We Are All Disabled - Part 1



Don Alder is a musician and partner in a grand adventure - "Man In Motion" that forever 
changed the way we see disability. He lives alone in a basement suite over run by guitars, note books full of ideas for songs and everywhere, memories of going around the world with his best friend, Rick Hansen. 

The Guitar That Saved My Life...


I was 13. We lived in a small town close by a creek down stream from a sewage plant. I didn’t think about that being dangerous until I fell into the creek swallowed some water and got really sick with yellow jaundice.  
 

It was awful.  I couldn’t go to school and I just didn’t understand how my liver could make everything in my life so wrong.
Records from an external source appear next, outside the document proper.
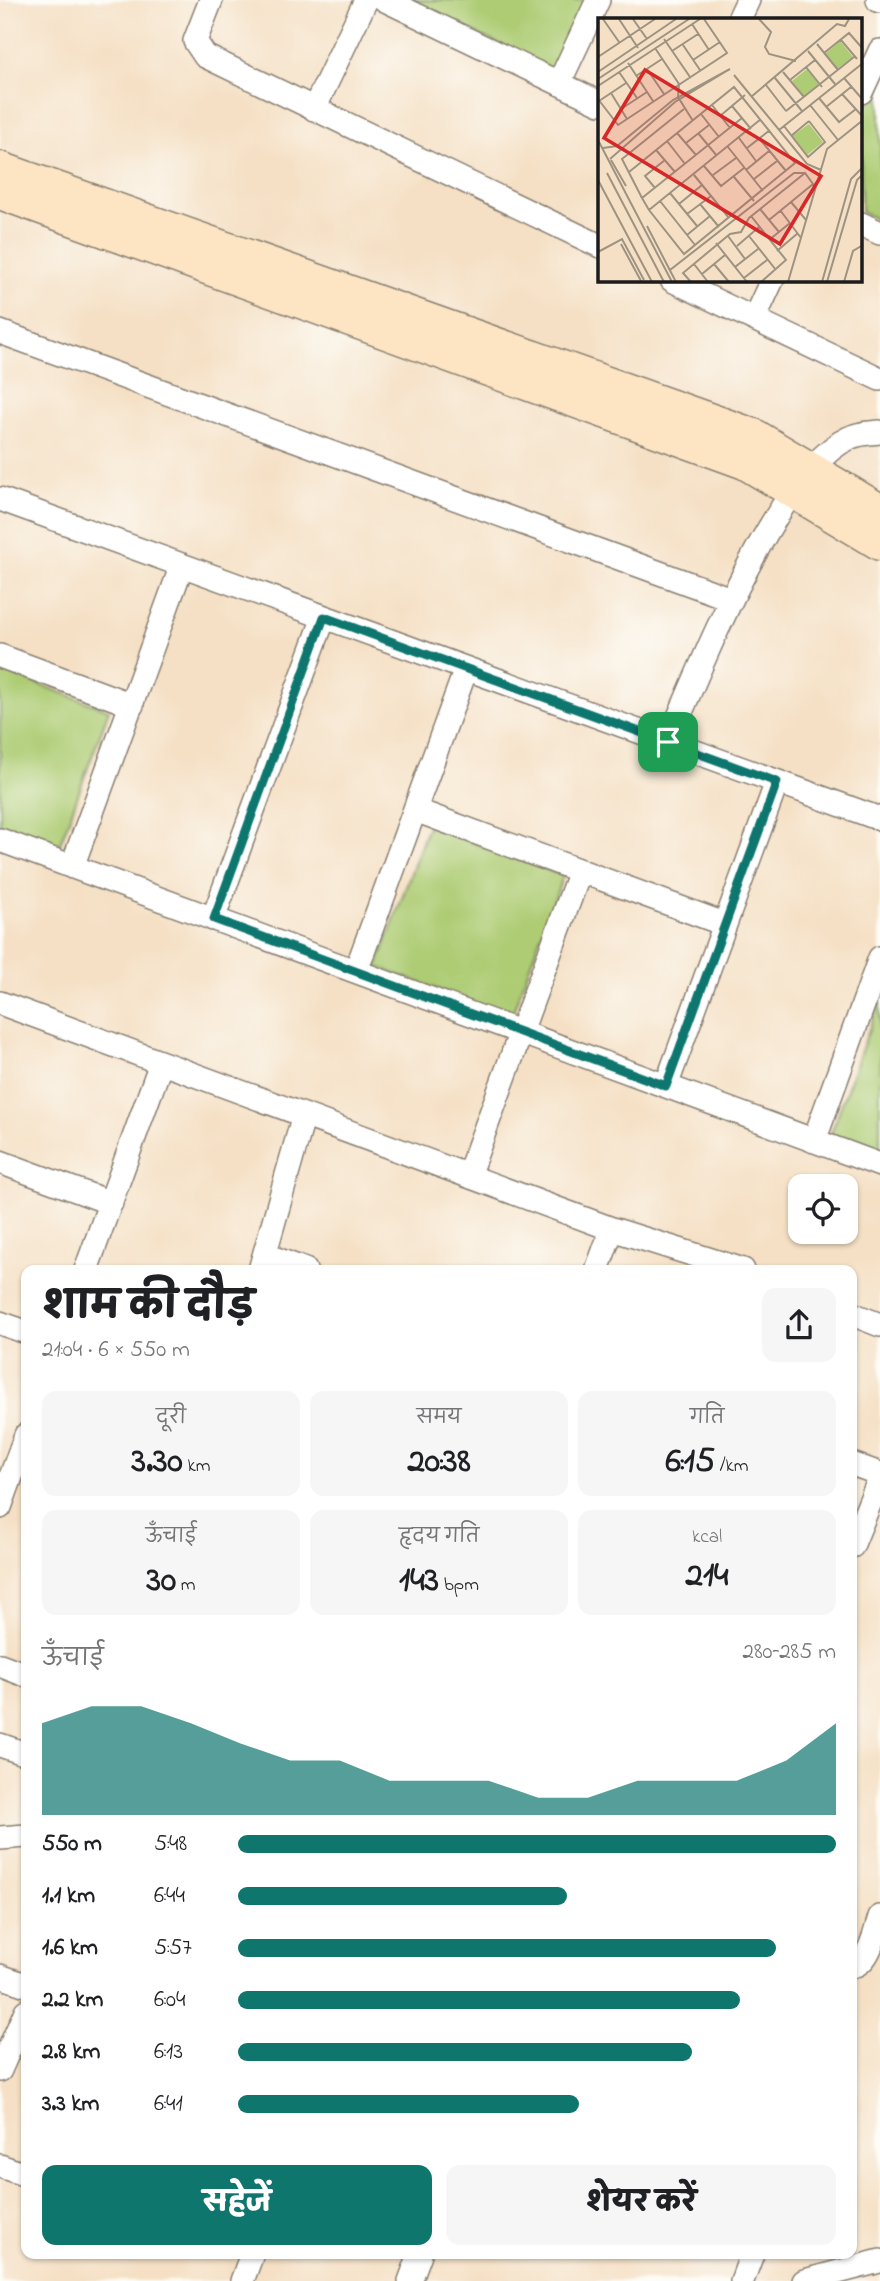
<!DOCTYPE html>
<html lang="hi">
<meta charset="utf-8">
<style>
:root{--surface:#fff;--page:#f6f6f6;--text:#202124;--muted:#757577;--accent:#0f766e}
body{margin:0;font-family:"Indie Flower","Playpen Sans Deva",sans-serif;background:var(--page);color:var(--text);height:100vh;display:flex;flex-direction:column;font-size:26px;white-space:nowrap}
*{box-sizing:border-box;margin:0}
p{font-size:23px;color:var(--muted)}
.icon{flex:none;width:38px;height:38px;fill:none;stroke:currentColor;stroke-width:2;stroke-linecap:round;stroke-linejoin:round}
.map{position:relative;flex:1;overflow:hidden}
.sheet{position:absolute;left:21px;top:1265px;width:836px;height:994px;display:flex;flex-direction:column;background:var(--surface);border-radius:14px;box-shadow:0 2px 5px #0004}
.sheet>*{flex:none}
.fabs{position:absolute;left:788px;top:1174px;display:grid;gap:14px}
.fabs a{display:grid;place-items:center;width:70px;height:70px;border-radius:14px;background:var(--surface);box-shadow:0 2px 5px #0004;font-size:35px}
.pin{position:absolute;display:grid;place-items:center;width:60px;height:60px;color:#fff;margin:-30px;border-radius:14px;box-shadow:0 4px 10px #0006}
.round{display:grid;place-items:center;flex:none;width:74px;height:74px;border-radius:14px;background:var(--page)}
.summary{display:flex;align-items:center;justify-content:space-between;height:119px;padding:0 21px}
h1{font-size:38px;font-weight:800;line-height:52px}
.stats{display:grid;grid-template-columns:repeat(3,1fr);gap:10px;height:119px;padding:7px 21px}
.stats div{display:grid;align-content:center;border-radius:14px;background:var(--page);text-align:center}
.stats b{font-size:35px;font-weight:800}
.stats small{font-size:19px;font-weight:400}
.stats p{font-size:19px}
.chart{height:196px;padding:14px 21px}
.chart p{display:flex;justify-content:space-between}
.chart svg{width:100%;height:126px;margin-top:7px;fill:var(--accent);opacity:.7}
.action{display:flex;gap:14px;margin-top:auto;padding:14px 21px}
.action a{flex:1;height:80px;border-radius:14px;background:var(--accent);color:#fff;font-size:28px;font-weight:800;line-height:80px;text-align:center}
.action a+a{background:var(--page);color:var(--text)}
ul{padding:0 21px;list-style:none;font-size:23px}
li{display:grid;grid-template-columns:112px 84px 1fr;align-items:center;height:52px}
li i{height:18px;border-radius:9px;background:var(--accent)}
.map>svg:first-child{display:block}
.green{fill:#adcc73;stroke:#647448;stroke-width:2}
.lines{fill:none;stroke-linecap:round;stroke-linejoin:round}
.street-casing{stroke:#887e70;stroke-width:26}
.secondary-casing{stroke:#887e70;stroke-width:35}
.street{stroke:#fff;stroke-width:23}
.secondary{stroke:#fde5c4;stroke-width:32}
.route-casing{stroke:#fff;stroke-width:14}
.route{stroke:#0f766e;stroke-width:9}
.inset-road{fill:none;stroke:#9e9281;stroke-width:2}
.view{fill:#d62828;fill-opacity:0.15;stroke:#d62828;stroke-width:3.5}
.inset-edge{fill:none;stroke:#1c1c1c;stroke-width:3.5}
</style>
<div class="map">
<svg width="880" height="2281" viewBox="0 0 880 2281">
<rect width="100%" height="100%" fill="#fdfcf7"/>
<filter id="ink" filterUnits="userSpaceOnUse"><feTurbulence type="fractalNoise" baseFrequency=".0143" numOctaves="2"/><feDisplacementMap in="SourceGraphic" scale="14" xChannelSelector="R" yChannelSelector="G"/><feConvolveMatrix kernelMatrix="1 2 1 2 8 2 1 2 1" color-interpolation-filters="sRGB"/></filter>
<filter id="wash" filterUnits="userSpaceOnUse"><feTurbulence type="fractalNoise" baseFrequency=".00686" numOctaves="4" result="noise"/><feDisplacementMap in="SourceGraphic" scale="28" xChannelSelector="R" yChannelSelector="G"/><feGaussianBlur stdDeviation="1.57" result="paint"/><feColorMatrix in="noise" values="0 0 0 0 0 0 0 0 0 0 0 0 0 0 0 0 0 1.4 0 .05"/><feComposite in="paint" operator="in"/></filter>
<g filter="url(#wash)">
<rect width="100%" height="100%" fill="#f5e0c5"/>
<!-- green -->
<path class="green" d="M406 0H586L553 70Z
M880 75V221L861 212V116Z
M0 670 109 710 57 852 0 831Z
M428 826 563 876 511 1017 377 967Z
M880 999V1154L830 1136Z"/>
</g>
<g filter="url(#ink)">
<g class="lines">
<!-- street casing -->
<g class="street-casing">
<path id="street" d="M211 0 195 41 205 56 600 246
M385 0 600 103
M878 0 880 1
M739 19 748 0
M559 83 598 0
M861 92 880 51
M314 109 366 0
M861 224 880 233
M672 280 880 379
M754 319 772 280
M0 332 731 599
M0 499 880 819
M0 656 132 705
M668 742C701 668 776 472 849 438 858 433 870 433 880 432
M415 810 724 924
M0 840 880 1165
M72 867 182 565
M213 919 324 617
M356 971 466 669
M0 1003 612 1229 743 1270
M666 1086 777 782
M814 1141 880 958
M0 1162 111 1203
M468 1176 580 871
M266 1255 305 1270
M86 1270 161 1063
M260 1270 304 1115
M597 1270 612 1229
M852 1314 880 1325
M0 1323 26 1332
M852 1464 880 1474
M0 1507 26 1435
M852 1546 880 1478
M0 1665 26 1675
M0 1745 26 1754
M0 1838 26 1836
M852 1966C870 1963 875 1932 880 1917
M0 1976 26 1985
M0 2070 26 2011
M0 2166 26 2175
M242 2281 252 2254
M410 2281 420 2254
M742 2281 752 2254
M804 2281 880 2261"/>
</g>
<!-- secondary casing -->
<g class="secondary-casing">
<path id="secondary" d="M0 168 754 435 880 510
M0 193 745 463 880 544"/>
</g>
<!-- street -->
<use href="#street" class="street"/>
<!-- secondary -->
<use href="#secondary" class="secondary"/>
</g>
</g>
<g class="lines" filter="url(#ink)">
<!-- route casing -->
<g class="route-casing">
<path id="route" d="M324 617 777 782 666 1086 214 919Z"/>
</g>
<!-- route -->
<use href="#route" class="route"/>
</g>
<!-- overview -->
<g transform="translate(598 18)">
<rect width="264" height="264" fill="#f5e0c5"/>
<path d="M242 23 255 39 239 51 227 36ZM209 51 221 66 206 78 194 63ZM211 106 225 124 209 137 194 118Z" fill="#adcc73"/>
<path class="inset-road" d="M5 1 21 24M21 1 40 30M35 1 49 21M161 1 173 14 167 29 171 36 198 43M94 6 111 32M66 21 92 59M243 22 259 41M219 26 240 52M85 27 102 52M57 30 81 66 80 79 95 103M74 33 100 16M210 33 237 66M226 35 251 15 265 31M0 39 57 1M95 42 122 24M30 45 55 83M208 49 224 69M49 51 66 76M0 54 78 1M21 54 39 80M185 54 206 79M136 57 209 146 223 152M38 58 64 41M177 60 204 93M246 60 265 82M0 61 91 1M192 62 217 42M168 67 188 93M0 68 102 1M13 75 29 101M244 76 265 99M153 79 239 6 247 8 251 1M221 80 241 104 258 91M0 81 20 107 129 35 106 1M1 83 28 65M114 87 132 110M212 87 240 122M134 88 153 111M228 89 253 69M23 91 49 74M188 93 256 39M103 96 121 119M122 98 147 77M186 108 210 139 227 124 211 103M181 112 265 45M79 115 98 137M100 115 119 138M193 118 211 103M141 120 158 143M161 120 188 153M0 122 74 264M69 123 87 146M88 125 111 107M130 129 165 173M5 130 19 128 75 82 132 51 77 84 12 141M149 130 172 112M58 132 77 154M13 142 28 168M106 148 123 168 146 150M148 152 171 133M31 154 136 69 197 145 86 236 51 192 44 180 24 141 86 91M9 155 66 264M96 157 131 200M115 157 138 140M136 159 156 183M156 161 179 143M0 162 54 264M57 170 47 158 67 142M72 175 99 208M44 180 144 100M62 183 97 227M193 184 208 202M81 186 104 167M102 186 121 209M162 191 181 214M51 192 163 101M182 192 203 220M89 196 113 178M153 198 188 242 163 264M171 202 215 166M49 208 78 264M89 217 112 198M130 218 147 241M151 218 178 252M171 222 192 205M118 225 149 264M23 226 43 263M139 228 161 209M179 233 200 215M0 234 24 221 46 262M96 246 110 264M116 246 131 264M137 249 160 231M72 252 196 155H207M104 256 127 237M146 260 169 242M93 264 85 255 132 216 143 214 151 200 207 155 218 170M190 264 229 131 265 102M224 264 253 161 265 149M229 264 259 162 265 156M246 264 255 233 265 227"/>
<path class="view" d="M47 52 223 158 182 226 6 120Z"/>
<rect width="264" height="264" class="inset-edge"/>
</g>
</svg>
<div class="fabs">
<a><svg class="icon" aria-label="locate" viewBox="0 0 24 24"><circle cx="12" cy="12" r="6"/><path d="M12 2v4M12 18v4M2 12h4M18 12h4"/></svg></a>
</div>
<div class="pin" style="left:668px;top:742px;background:#1e9e55"><svg class="icon" aria-label="arrive" viewBox="0 0 24 24"><path d="M6 21V4h12l-3 4 3 4H6"/></svg></div>
<section class="sheet">
<div class="summary"><div><h1>शाम की दौड़</h1><p>21:04 · 6 × 550 m</p></div><a class="round"><svg class="icon" aria-label="share" viewBox="0 0 24 24"><path d="M12 15V3M7 8l5-5 5 5M5 13v7h14v-7"/></svg></a></div>
<div class="stats">
<div><p>दूरी</p><b>3.30<small> km</small></b></div>
<div><p>समय</p><b>20:38</b></div>
<div><p>गति</p><b>6:15<small> /km</small></b></div>
</div>
<div class="stats">
<div><p>ऊँचाई</p><b>30<small> m</small></b></div>
<div><p>हृदय गति</p><b>143<small> bpm</small></b></div>
<div><p>kcal</p><b>214</b></div>
</div>
<div class="chart"><p><span>ऊँचाई</span>280–285 m</p>
<svg viewBox="0 0 160 44" preserveAspectRatio="none"><path d="M0 44V12L10 6L20 6L30 12L40 19L50 25L60 25L70 32L80 32L90 32L100 38L110 38L120 32L130 32L140 32L150 25L160 12V44z"/></svg>
</div>
<ul>
<li><b>550 m</b>5:48<i style="width:100%"></i></li>
<li><b>1.1 km</b>6:44<i style="width:55%"></i></li>
<li><b>1.6 km</b>5:57<i style="width:90%"></i></li>
<li><b>2.2 km</b>6:04<i style="width:84%"></i></li>
<li><b>2.8 km</b>6:13<i style="width:76%"></i></li>
<li><b>3.3 km</b>6:41<i style="width:57%"></i></li>
</ul>
<div class="action"><a>सहेजें</a><a>शेयर करें</a></div>
</section>
</div>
I had always felt different from others, but now covered in some weird version of yellow, I looked different too.
 
Those were my first memories of being overwhelmed by things I couldn’t control. But then my mother bought me a guitar.  At first, I just starred at it and then timidly put my arms around it. The hours and days and the weeks and months of strumming wasn't music but it was sweet because, I wasn’t alone anymore and my teenage head was filled with something other than insecurity.
 
My liver did get better. I learned to play some simple things, and life was good.  That guitar saved my life and it still does when anxiety creeps in. 
 
Maybe it was my mother who really saved my life but saying it was the guitar, works better for a guy living alone in a cold basement suite, waiting for the phone to ring and dealing with the paralysis of analysis that musicians and adventurer's catch whenever the music stops for a while.
 
I’ve decided to write this blog because I’ve been too quiet for too long about some of the people who have so powerfully influenced my life and taught me that disability touches us all.